__REQUIREMENT__
Determine how many lines in the records hold "shaded", then give that number by itself.

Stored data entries
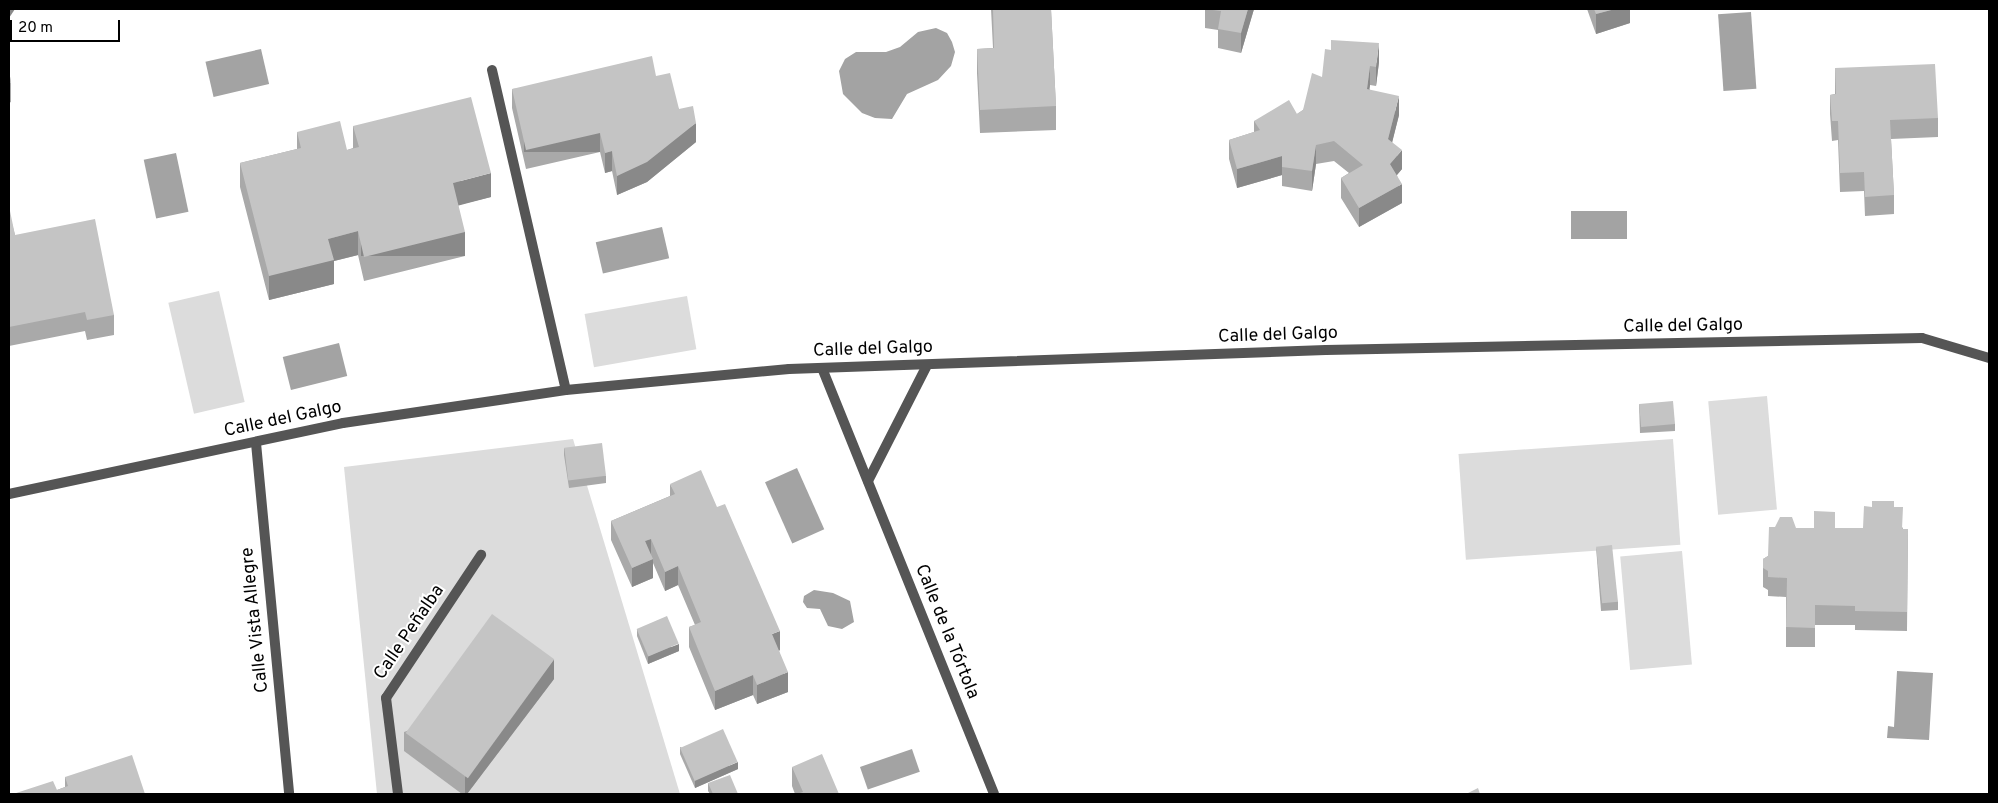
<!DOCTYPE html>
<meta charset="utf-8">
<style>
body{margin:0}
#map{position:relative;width:1998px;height:803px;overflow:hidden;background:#fff;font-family:Overpass,sans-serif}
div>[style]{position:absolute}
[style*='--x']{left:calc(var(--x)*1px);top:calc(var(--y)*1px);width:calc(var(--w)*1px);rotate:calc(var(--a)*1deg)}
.green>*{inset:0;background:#dcdcdc;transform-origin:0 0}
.water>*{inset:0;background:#a3a3a3;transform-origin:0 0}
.minor>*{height:10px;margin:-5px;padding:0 5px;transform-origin:5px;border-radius:5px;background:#555}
.wall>*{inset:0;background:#a9a9a9}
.shaded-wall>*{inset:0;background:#898989;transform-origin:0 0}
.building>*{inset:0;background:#c4c4c4;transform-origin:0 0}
span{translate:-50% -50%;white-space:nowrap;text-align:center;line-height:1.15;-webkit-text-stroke:4px #fff;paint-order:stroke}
.street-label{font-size:18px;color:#000}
.frame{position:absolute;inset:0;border:10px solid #000;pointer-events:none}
.scale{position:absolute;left:10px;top:20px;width:110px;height:22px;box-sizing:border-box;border:2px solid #000;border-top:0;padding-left:6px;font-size:15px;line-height:18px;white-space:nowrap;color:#000;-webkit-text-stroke:4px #fff;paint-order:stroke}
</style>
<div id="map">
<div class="green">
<i style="left:219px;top:291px;width:114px;height:52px;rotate:77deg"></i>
<i style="left:687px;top:296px;width:54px;height:104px;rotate:80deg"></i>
<i style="left:1767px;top:396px;width:114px;height:59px;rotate:85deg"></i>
<i style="clip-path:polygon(573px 439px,680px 794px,377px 794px,344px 467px)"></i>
<i style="left:1673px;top:439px;width:106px;height:215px;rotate:86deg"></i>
<i style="left:1682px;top:551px;width:114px;height:62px;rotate:85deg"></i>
</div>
<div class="water">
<i style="left:1751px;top:12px;width:77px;height:33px;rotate:86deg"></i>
<i style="clip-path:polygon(936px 28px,947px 33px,952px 42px,955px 52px,951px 66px,938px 80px,907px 94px,892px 119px,875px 118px,862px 113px,843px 94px,839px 71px,845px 59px,856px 52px,886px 52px,900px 47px,918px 32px)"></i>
<i style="left:261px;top:49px;width:36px;height:57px;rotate:77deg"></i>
<i style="left:176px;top:153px;width:60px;height:33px;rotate:78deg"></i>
<i style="left:1571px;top:211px;width:56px;height:28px"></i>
<i style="left:662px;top:227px;width:32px;height:68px;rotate:77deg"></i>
<i style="left:339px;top:343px;width:34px;height:58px;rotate:76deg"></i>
<i style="left:797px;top:468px;width:67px;height:35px;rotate:66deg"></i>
<i style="clip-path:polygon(814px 590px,833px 593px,850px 601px,854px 622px,842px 629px,828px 626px,820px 609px,807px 608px,803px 602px,804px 596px)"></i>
<i style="clip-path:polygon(1897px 671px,1933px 673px,1929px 740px,1887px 738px,1888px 726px,1894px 727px)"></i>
<i style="left:912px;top:749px;width:24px;height:55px;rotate:71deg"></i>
</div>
<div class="minor">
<i style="--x:492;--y:70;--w:328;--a:77"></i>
<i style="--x:822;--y:368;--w:459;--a:68"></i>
<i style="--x:256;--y:443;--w:353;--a:84.6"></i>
<i style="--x:868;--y:481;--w:130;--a:-63"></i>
<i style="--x:9;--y:494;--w:341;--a:-12"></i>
<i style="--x:343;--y:423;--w:225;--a:-8.4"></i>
<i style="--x:566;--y:390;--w:224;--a:-5.4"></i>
<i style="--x:789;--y:369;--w:537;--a:-2.03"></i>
<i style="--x:1326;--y:350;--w:596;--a:-1.15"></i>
<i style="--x:1922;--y:338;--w:70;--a:16.6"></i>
<i style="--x:398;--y:794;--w:97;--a:-97.1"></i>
<i style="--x:386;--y:698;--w:172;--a:-56.4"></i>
</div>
<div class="wall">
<i style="clip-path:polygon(991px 9px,1051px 9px,1056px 106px,1056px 130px,980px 133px,977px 73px,977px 49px,993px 48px)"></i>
<i style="clip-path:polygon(1205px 9px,1254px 9px,1241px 53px,1218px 48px,1218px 30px,1205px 28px)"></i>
<i style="clip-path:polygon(1587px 9px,1630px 9px,1630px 23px,1596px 34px)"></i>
<i style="clip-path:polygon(1379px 62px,1376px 86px,1370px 85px,1369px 89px,1399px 115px,1392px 142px,1402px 169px,1397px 175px,1402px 203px,1359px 227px,1341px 198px,1341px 178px,1349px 173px,1334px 161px,1316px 164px,1312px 191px,1282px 186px,1282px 175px,1237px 188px,1229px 159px,1229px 140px,1254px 132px,1254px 121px,1297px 114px,1303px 110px,1322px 77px)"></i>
<i style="clip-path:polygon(1835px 68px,1938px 118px,1938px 137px,1891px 139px,1894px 195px,1894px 214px,1865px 216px,1864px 191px,1840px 192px,1838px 140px,1832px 141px,1830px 114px,1830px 95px,1835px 94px)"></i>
<i style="clip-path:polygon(9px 70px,11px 83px,11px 102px,9px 103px)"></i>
<i style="clip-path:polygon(656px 76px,679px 109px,696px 142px,647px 182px,617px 195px,612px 171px,605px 173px,600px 152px,526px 169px,512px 108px,512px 89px)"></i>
<i style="clip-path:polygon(353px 126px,491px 197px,458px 205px,465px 256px,364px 281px,358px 255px,334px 261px,334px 284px,269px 300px,240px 187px,240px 163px,297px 149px,297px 132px,347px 150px,353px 148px)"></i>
<i style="clip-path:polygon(9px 212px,15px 235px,114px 315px,114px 335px,87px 340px,85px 331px,9px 346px)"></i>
<i style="clip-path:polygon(1639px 404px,1675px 424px,1675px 431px,1640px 433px)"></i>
<i style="clip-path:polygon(564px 448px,606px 476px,606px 483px,569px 488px,564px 455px)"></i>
<i style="clip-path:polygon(670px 484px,780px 650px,779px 651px,788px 692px,757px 704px,753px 695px,715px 710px,689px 647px,689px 627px,695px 625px,678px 585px,665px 591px,653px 563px,653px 578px,632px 587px,611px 540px,611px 521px,670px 496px)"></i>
<i style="clip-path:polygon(1872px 507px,1894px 507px,1903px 529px,1908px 529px,1907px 631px,1855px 630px,1855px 625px,1815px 625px,1815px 647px,1786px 647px,1786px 597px,1768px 596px,1768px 590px,1763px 587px,1763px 559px,1768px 556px,1796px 528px,1863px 528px)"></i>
<i style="clip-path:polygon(1596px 547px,1618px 602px,1618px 610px,1601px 611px)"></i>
<i style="clip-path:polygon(637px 629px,679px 651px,648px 664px,637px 636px)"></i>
<i style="clip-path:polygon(554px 679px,467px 794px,462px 794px,404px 751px,404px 732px)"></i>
<i style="clip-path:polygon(680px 747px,738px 769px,695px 788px,680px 754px)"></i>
<i style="clip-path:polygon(792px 767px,839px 794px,795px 794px,792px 786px)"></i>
<i style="clip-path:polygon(65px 777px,145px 794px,57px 790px,65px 787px)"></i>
<i style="clip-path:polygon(708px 783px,738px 794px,710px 794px,708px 791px)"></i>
</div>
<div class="shaded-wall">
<i style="clip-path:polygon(9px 9px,15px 9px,9px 18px)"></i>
<i style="clip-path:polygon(1248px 9px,1254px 9px,1241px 53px,1241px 33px)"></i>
<i style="clip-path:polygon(1615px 9px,1630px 9px,1630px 23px,1596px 34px,1596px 14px)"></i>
<i style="clip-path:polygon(1379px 43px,1379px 62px,1376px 86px,1376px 67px)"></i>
<i style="clip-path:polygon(1370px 66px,1370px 85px,1367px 108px,1367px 89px)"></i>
<i style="clip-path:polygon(1399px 96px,1399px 115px,1388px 159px,1388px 139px)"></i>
<i style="clip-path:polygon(696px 123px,696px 142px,647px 182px,617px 195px,617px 176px)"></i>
<i style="left:600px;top:133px;width:19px;height:76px;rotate:90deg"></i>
<i style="clip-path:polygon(1316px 145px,1316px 164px,1312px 191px,1312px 171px)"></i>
<i style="clip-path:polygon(1402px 150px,1402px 169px,1390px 183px,1390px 164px)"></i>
<i style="clip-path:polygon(612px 151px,612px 171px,605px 173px,605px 153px)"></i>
<i style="clip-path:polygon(1282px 156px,1282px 175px,1237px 188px,1237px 169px)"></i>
<i style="clip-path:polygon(491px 173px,491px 197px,453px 207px,453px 183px)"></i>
<i style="clip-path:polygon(1402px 184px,1402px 203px,1359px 227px,1359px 208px)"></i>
<i style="clip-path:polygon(358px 231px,358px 255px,334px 261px,334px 284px,269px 300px,269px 276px,328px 239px)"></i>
<i style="left:465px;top:232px;width:24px;height:104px;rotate:90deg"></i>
<i style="clip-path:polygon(651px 539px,651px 558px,645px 541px)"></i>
<i style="clip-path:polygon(653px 559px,653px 578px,632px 587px,632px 568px)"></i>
<i style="clip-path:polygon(678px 566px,678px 585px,665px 591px,665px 572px)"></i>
<i style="clip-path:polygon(780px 631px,780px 650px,772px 653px,772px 634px)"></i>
<i style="clip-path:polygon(679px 644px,679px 651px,648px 664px,648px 656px)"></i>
<i style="clip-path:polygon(554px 659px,554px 679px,467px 794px,465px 794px,465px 777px)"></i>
<i style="clip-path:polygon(788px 672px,788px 692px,757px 704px,757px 685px)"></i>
<i style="clip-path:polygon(753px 675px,753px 695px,715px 710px,715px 691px)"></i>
<i style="clip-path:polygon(738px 762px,738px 769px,695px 788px,695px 780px)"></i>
</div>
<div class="building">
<i style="clip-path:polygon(993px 9px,1051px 9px,1056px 106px,980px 110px,977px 49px,994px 48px)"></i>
<i style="clip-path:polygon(1205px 9px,1248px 9px,1241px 33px,1218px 29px,1221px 11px)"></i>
<i style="clip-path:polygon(1594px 9px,1615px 9px,1596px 14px)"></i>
<i style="clip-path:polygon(1331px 40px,1379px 43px,1376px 67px,1370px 66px,1367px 89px,1399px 96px,1388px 139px,1402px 150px,1390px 164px,1402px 184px,1359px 208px,1341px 178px,1363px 165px,1334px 141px,1316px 145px,1312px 171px,1282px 167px,1282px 156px,1237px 169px,1229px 140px,1260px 130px,1254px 121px,1289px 100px,1297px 114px,1303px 110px,1312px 73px,1322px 77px,1325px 49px,1331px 50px)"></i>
<i style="clip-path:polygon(652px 56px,656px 76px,670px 73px,679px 109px,693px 106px,696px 123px,647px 162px,617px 176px,612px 151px,605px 153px,600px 133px,526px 150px,512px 89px)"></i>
<i style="clip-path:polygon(1935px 64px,1938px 118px,1890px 120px,1894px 195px,1865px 197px,1864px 172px,1840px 173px,1838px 121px,1832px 121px,1830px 95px,1836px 94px,1835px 68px)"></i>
<i style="clip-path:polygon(9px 70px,11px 83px,9px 83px)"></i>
<i style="clip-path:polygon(471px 97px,491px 173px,453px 183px,465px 232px,364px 257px,358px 231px,328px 239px,334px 260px,269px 276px,240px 163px,301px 148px,297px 132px,340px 121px,347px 150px,359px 147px,353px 126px)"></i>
<i style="clip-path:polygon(10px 211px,15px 235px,95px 219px,114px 315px,87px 320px,85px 312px,9px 327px,9px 212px)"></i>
<i style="left:1673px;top:401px;width:23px;height:34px;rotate:85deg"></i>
<i style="left:602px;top:443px;width:33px;height:38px;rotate:83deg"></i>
<i style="clip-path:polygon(701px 470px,717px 507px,725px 504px,780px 631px,772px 634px,788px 672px,757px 685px,753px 675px,715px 691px,689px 627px,701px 622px,678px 566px,665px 572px,651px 539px,645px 541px,653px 559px,632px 568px,611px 521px,675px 494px,670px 484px)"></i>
<i style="clip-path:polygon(1872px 501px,1894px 501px,1894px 507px,1903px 507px,1902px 529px,1908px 529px,1907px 612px,1855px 611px,1855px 606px,1815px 605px,1815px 628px,1786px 627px,1787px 578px,1768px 577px,1768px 571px,1763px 568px,1763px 559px,1768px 556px,1769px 527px,1775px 527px,1780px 517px,1792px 517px,1796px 528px,1814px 528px,1814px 511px,1835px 512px,1835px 528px,1863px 528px,1864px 506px,1872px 507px)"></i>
<i style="left:1612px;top:545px;width:57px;height:16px;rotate:84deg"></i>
<i style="left:492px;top:614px;width:77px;height:147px;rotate:36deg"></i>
<i style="left:667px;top:616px;width:30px;height:33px;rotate:67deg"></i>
<i style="left:723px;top:729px;width:36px;height:47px;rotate:66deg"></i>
<i style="clip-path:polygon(822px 754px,839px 794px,797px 794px,803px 792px,792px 767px)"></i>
<i style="clip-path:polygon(132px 755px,145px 794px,13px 794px,53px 781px,57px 790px,68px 786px,65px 777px)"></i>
<i style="clip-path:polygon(730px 775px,738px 794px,713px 794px,708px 783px)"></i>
<i style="clip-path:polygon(1478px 788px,1480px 794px,1466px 794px)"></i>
</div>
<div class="street-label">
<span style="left:1683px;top:327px;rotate:-1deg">Calle del Galgo</span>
<span style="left:1278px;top:336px;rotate:-2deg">Calle del Galgo</span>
<span style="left:873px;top:350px;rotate:-2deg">Calle del Galgo</span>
<span style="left:283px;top:420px;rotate:-12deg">Calle del Galgo</span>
<span style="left:256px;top:620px;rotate:-96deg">Calle Vista Allegre</span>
<span style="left:946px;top:632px;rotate:68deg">Calle de la Tórtola</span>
<span style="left:410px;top:633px;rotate:-56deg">Calle Peñalba</span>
</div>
<div class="frame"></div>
<div class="scale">20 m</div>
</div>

__TASK RESULT__
2